I know what you mean Bob. I have let some stuff go pretty cheap in the past just to get rid of it. I resisted doing this on my scroll saw and router table which I asked 150.00 for each and I got 125.oo for the scroll saw and looks like I got the router table sold for 150. just got to drop it off at the gals house. Guy lives in Denver and his mother is moving there and she is bringing it to him. 

Bob, that had to be an awesome old Atlas. Box maker Doug Stowe uses an old Atlas 3HP saw 10 inch saw. I understand those were great saws! 

Corey


----------



## bobj3 (Jan 17, 2006)

Hi Corey

Table saw was a tank and they called it a table saw  made in 1940's.

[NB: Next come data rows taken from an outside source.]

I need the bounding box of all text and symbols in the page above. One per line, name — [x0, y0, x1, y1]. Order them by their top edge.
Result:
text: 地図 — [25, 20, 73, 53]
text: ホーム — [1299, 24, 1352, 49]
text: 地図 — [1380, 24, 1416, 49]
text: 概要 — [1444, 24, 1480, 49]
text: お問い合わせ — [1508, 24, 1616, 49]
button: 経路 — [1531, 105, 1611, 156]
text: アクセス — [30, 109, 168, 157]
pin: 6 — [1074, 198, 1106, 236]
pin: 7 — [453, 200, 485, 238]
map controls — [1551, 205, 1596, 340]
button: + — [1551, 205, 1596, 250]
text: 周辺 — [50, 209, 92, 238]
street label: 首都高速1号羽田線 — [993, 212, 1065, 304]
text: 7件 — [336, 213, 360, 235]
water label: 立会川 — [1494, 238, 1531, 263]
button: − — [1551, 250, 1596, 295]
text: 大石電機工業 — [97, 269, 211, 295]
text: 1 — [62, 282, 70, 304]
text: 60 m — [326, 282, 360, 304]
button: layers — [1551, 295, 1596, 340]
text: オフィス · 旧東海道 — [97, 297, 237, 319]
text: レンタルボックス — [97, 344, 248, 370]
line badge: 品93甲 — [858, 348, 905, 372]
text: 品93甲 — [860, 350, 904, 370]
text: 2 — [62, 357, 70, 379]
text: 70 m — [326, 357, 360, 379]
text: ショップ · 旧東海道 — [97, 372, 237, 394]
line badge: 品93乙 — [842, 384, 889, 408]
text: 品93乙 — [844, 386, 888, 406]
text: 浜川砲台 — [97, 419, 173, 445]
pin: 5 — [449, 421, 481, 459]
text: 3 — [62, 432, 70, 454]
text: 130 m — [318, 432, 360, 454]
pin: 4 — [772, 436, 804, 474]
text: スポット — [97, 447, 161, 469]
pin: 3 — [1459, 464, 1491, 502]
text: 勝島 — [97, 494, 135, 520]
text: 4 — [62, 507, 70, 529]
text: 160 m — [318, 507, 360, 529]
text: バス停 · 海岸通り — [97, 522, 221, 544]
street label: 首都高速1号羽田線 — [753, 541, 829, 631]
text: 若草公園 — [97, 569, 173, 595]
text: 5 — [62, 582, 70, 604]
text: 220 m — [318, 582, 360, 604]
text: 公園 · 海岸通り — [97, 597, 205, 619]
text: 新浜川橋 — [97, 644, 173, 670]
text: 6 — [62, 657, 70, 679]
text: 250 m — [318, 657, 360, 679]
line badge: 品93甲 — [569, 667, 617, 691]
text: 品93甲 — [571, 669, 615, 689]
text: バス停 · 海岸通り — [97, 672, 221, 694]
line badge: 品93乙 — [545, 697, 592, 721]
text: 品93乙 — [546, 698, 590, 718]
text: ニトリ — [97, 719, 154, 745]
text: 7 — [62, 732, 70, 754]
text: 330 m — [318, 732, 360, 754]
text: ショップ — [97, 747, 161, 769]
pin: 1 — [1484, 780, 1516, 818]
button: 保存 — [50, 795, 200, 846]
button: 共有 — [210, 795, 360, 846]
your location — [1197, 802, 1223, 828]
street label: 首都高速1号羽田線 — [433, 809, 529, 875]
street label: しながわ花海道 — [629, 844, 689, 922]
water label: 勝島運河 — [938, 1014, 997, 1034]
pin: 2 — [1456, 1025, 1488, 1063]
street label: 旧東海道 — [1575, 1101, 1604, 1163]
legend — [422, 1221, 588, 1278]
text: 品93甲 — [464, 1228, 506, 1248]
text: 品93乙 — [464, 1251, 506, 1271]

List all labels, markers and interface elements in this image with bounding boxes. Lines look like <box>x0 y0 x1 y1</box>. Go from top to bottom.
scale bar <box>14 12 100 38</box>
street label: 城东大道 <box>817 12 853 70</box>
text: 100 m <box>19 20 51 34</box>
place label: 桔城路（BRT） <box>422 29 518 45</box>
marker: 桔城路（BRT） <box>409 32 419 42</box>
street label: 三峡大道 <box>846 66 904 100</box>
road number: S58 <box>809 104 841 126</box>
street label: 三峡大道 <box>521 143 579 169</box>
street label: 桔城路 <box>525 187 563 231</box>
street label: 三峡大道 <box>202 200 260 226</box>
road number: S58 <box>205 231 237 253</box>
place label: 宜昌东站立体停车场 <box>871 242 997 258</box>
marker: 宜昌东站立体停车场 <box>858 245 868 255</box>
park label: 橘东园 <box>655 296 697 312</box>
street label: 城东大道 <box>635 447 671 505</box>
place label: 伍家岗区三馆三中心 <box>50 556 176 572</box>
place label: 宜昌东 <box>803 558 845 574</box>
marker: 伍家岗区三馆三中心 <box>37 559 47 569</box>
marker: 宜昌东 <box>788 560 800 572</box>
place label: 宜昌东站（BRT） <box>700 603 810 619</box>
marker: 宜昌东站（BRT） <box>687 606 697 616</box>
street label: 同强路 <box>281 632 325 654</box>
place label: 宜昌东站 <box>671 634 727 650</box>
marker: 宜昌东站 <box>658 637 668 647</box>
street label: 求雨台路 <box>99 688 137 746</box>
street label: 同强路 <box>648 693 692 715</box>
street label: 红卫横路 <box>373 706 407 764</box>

It would cut just about anything I put on it...and it would come out true..
The guy I got it from would nail up 4ea. , 3/4" thick 4' x 8' plywoods and make cabinets all day long with it..

But I ran out of room, so it had to go.. 

============


challagan said:


> I know what you mean Bob. I have let some stuff go pretty cheap in the past just to get rid of it. I resisted doing this on my scroll saw and router table which I asked 150.00 for each and I got 125.oo for the scroll saw and looks like I got the router table sold for 150. just got to drop it off at the gals house. Guy lives in Denver and his mother is moving there and she is bringing it to him.
> 
> Bob, that had to be an awesome old Atlas. Box maker Doug Stowe uses an old Atlas 3HP saw 10 inch saw. I understand those were great saws!
> 
> Corey


----------



## craigc (Sep 9, 2013)

*Another Craftsman 9x30 out there.*

Hello Bob,

I found this discussion thread and your photos and find that you have the same lathe as I. Mine too is a 'kit' without instructions; I bought it some 15 years ago at a tool swap meet, and it "became" 'buried' while kids were at home. Now that I have it out, I am trying to figure what all I have, and I am hoping that you may be able to help me in some discovery.
1. Did you reach a satisfactory conclusion with yours, and is it still in your possession? What kind of work are you doing with it? 
2. Did you ever find a model number, and perhaps a manual for this model? If so, could you share?
3. I don't have much in the way of tool rests with this, it looks like the former owner replaced it with some metal shop-built rough stock. The 1/2HP motor capacitor was broken, so I'll have to replace that, and I will most likely use one of those linked belts. Do you have your motor on the table or below the bed, and how have you mounted your bed?
4. Once I get it running, I'll have to figure out how 'true' it is. Did you end up having any machining done?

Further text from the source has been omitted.